_WORK INSTRUCTIONS_
While copying the entries exactly, leave out each picture they contain.

_DATA FOR THIS EXERCISE_
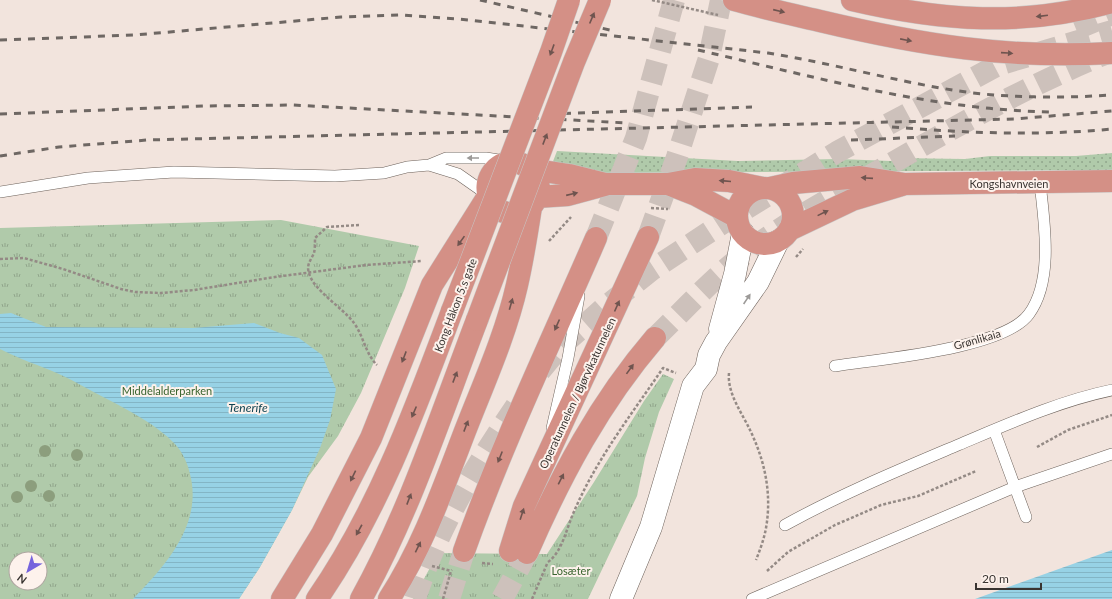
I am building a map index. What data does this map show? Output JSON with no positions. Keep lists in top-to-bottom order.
{
  "streets": {
    "highway": ["Kongshavnveien", "Kong Håkon 5.s gate", "Operatunnelen / Bjørvikatunnelen"],
    "lane": ["Grønlikaia"]
  },
  "crossings": [
    ["Kongshavnveien", "Grønlikaia"]
  ],
  "water": ["Tenerife"],
  "parks": ["Middelalderparken", "Losæter"],
  "scale_bar": "20 m",
  "north": "bottom left"
}
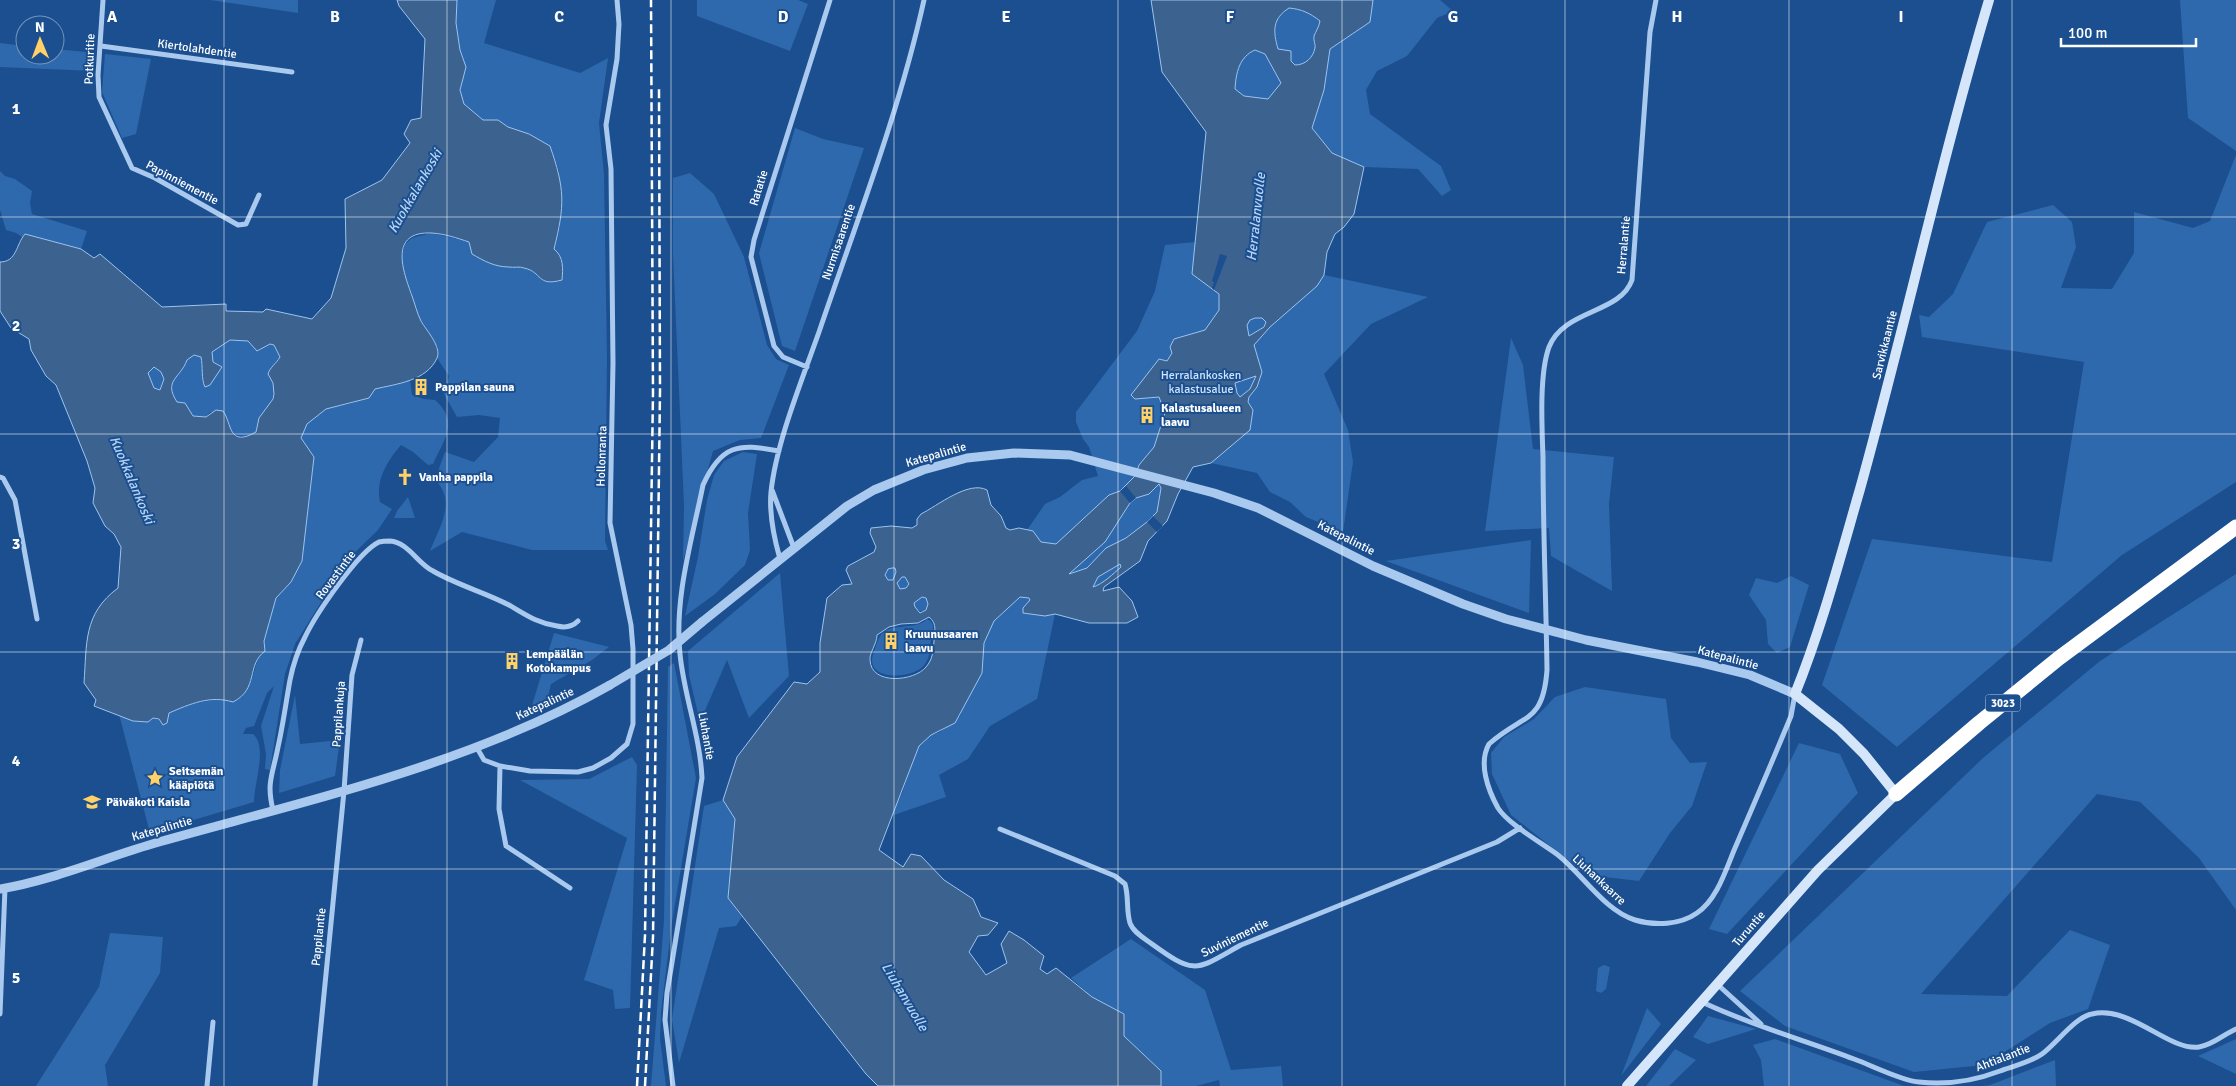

_RESPONSE TO THE TASK_
I am building a map index. What data does this map show? Output JSON with no positions. Keep lists in top-to-bottom order.
{
  "streets": {
    "highway": ["Kongshavnveien", "Kong Håkon 5.s gate", "Operatunnelen / Bjørvikatunnelen"],
    "lane": ["Grønlikaia"]
  },
  "crossings": [
    ["Kongshavnveien", "Grønlikaia"]
  ],
  "water": ["Tenerife"],
  "parks": ["Middelalderparken", "Losæter"],
  "scale_bar": "20 m",
  "north": "bottom left"
}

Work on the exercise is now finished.